The living evidence of these fantastic unknowns — the films of this Portuguese couple Reis and Cordeiro — have been long-awaited by the author of this blog and many others who have, at best, only heard or read their names. Their films, sight unseen, are already preceded by a mystery: Why have they gone unseen? Is it national rejection? International rejection? A curse? A secret?

It is with great excitement that Kino Slang will present a handful of texts on the films of Reis and Cordeiro in English translation over the next year's time.

First, below, is a translation of the complete 1977 Cahiers du Cinéma interview with António Reis about the couple's first feature Trás-os-Montes (1971), and on the region and people of Northeast Portugal, where the film was shot and after which it was named.
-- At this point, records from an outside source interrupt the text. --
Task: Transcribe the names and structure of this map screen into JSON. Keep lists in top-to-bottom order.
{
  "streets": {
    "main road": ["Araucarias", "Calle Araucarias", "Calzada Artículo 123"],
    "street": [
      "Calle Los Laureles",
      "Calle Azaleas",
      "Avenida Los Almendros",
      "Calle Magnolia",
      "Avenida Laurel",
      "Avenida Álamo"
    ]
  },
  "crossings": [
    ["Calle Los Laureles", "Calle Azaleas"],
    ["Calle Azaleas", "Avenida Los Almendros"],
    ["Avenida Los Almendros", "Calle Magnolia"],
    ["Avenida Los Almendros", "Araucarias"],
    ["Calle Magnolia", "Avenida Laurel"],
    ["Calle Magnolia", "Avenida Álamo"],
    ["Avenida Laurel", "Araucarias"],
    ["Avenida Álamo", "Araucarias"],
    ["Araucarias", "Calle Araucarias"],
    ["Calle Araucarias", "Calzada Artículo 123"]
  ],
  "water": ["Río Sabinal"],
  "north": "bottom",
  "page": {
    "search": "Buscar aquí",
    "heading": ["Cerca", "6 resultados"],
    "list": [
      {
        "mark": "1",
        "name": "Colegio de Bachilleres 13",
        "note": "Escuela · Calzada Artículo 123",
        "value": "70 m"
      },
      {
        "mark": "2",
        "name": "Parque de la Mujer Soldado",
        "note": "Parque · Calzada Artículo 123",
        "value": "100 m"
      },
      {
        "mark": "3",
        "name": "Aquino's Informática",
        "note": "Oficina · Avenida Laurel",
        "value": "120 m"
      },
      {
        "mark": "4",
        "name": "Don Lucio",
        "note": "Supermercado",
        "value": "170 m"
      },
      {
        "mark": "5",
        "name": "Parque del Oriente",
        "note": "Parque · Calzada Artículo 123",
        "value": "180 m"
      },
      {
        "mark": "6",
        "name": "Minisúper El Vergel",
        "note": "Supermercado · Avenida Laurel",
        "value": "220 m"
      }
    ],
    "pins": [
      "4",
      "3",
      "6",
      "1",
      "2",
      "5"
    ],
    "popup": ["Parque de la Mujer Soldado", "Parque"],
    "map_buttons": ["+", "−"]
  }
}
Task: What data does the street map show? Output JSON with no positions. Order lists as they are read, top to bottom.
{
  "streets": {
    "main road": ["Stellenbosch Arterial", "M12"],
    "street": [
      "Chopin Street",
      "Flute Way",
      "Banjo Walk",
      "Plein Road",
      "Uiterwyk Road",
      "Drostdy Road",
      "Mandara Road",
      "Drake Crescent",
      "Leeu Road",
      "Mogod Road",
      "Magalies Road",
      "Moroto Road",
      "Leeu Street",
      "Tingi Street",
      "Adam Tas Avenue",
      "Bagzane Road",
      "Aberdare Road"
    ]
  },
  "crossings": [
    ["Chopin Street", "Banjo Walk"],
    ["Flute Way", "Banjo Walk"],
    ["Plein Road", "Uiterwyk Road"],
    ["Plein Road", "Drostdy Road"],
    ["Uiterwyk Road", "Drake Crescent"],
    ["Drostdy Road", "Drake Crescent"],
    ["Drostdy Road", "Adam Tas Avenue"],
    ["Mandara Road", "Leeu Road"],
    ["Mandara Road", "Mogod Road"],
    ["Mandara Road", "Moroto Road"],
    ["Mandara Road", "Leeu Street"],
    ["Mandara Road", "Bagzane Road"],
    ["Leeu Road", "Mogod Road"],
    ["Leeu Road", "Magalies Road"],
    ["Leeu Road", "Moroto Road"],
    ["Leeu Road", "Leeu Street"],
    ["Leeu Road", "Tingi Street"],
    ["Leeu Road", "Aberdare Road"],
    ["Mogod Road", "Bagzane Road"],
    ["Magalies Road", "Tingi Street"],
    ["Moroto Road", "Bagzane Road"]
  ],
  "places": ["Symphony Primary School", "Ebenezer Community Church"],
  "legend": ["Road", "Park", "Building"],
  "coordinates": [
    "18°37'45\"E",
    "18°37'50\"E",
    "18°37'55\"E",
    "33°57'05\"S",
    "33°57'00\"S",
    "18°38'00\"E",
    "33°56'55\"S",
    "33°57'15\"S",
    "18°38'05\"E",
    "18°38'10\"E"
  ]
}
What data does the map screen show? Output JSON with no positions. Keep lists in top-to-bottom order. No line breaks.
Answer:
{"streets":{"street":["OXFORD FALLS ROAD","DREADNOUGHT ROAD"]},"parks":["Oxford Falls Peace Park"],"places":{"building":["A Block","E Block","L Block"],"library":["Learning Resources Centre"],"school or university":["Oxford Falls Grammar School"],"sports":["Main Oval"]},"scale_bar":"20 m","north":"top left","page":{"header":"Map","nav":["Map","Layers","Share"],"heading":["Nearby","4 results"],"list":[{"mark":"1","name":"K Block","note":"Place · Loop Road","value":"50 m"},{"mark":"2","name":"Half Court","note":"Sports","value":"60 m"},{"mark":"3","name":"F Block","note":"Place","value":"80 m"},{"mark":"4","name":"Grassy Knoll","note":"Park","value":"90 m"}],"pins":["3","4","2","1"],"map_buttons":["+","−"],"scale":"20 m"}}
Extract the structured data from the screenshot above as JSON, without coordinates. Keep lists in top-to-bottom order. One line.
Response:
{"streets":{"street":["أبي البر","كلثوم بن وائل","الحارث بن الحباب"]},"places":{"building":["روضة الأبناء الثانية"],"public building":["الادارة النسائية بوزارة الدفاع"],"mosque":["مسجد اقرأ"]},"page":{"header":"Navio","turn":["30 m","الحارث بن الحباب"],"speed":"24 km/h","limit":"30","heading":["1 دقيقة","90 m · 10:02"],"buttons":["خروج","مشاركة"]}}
We present this interview, with more texts to follow, in an effort to further the discussion and archive on Reis/Cordeiro in English, even (or especially) in the face of the scarce chance to see their films; to perhaps make a small contribution to the struggle against the Portuguese government's disinterest in cinema, i.e. its reprehensible budgetary cutbacks to the Cinemateca Portuguesa and to the funding of cinema in general; and most of all to begin a slow and long bow to António Reis and Margarida Cordeiro and those who have sought fit to write, speak, and make films under the spell of their work, in addition to those who've chronicled, restored, subtitled, screened, shipped, and projected their work. We don't know all of their names but our profoundest thanks and appreciation go to those who are attempting to give Reis and Cordeiro their rightful place in film history:

— The Jeonju International Film Festival for their 2011 Reis/Cordeiro retrospective which has surely helped initiate the current export of Reis/Cordeiro's work.
"To my knowledge, these will be some of the very first screenings of António and Margarida's films in Asia. I envy all of you, now about to discover these treasures. As it happened to me thirty years ago, I know you'll 'stop breathing, suddenly' as the screen lights up with the children of Trás-os Montes, with Jaime's nightmares, with the face of mother Ana. Those evenings, I'm sure a lot of dazed, happy creatures will be wandering the streets of Jeonju." (Pedro Costa)

— the editors of the António Reis blog, a superb, multi-lingual archive of texts

— Gabe Klinger and Dennis Lim for their recent critical illuminations of the films and filmmakers' biographies;

— Luis Miguel Oliveira

— Haden Guest at Harvard, and the programmers at UCLA and Film Forum Los Angeles (where Mudar de vida, directed by Paulo Rocha and written by Reis, will be screened on July 15th);

— André Dias, Cristina, Hiroatsu Suzuki, and Pedro Costa who first revealed the existence of these films and figures to me;

— Ted Fendt for his revisions on the below translation;

— and especially Sílvia das Fadas and Kelsey Brain. Without Kelsey the following translation would not be possible, nor the stills with which it is illustrated, presented here as they were in the original Cahiers du Cinéma, in black and white. Her dedication and attention to the Reis/Cordeiro cause is an inspiration... to anticipation itself.


An Interview with António Reis

by Serge Daney and Jean-Pierre Oudart.
Cahiers du Cinéma, no. 276 pp. 337-41, May 1977.
Translated from the French by Kelsey Brain, Ted Fendt, Bill Krohn.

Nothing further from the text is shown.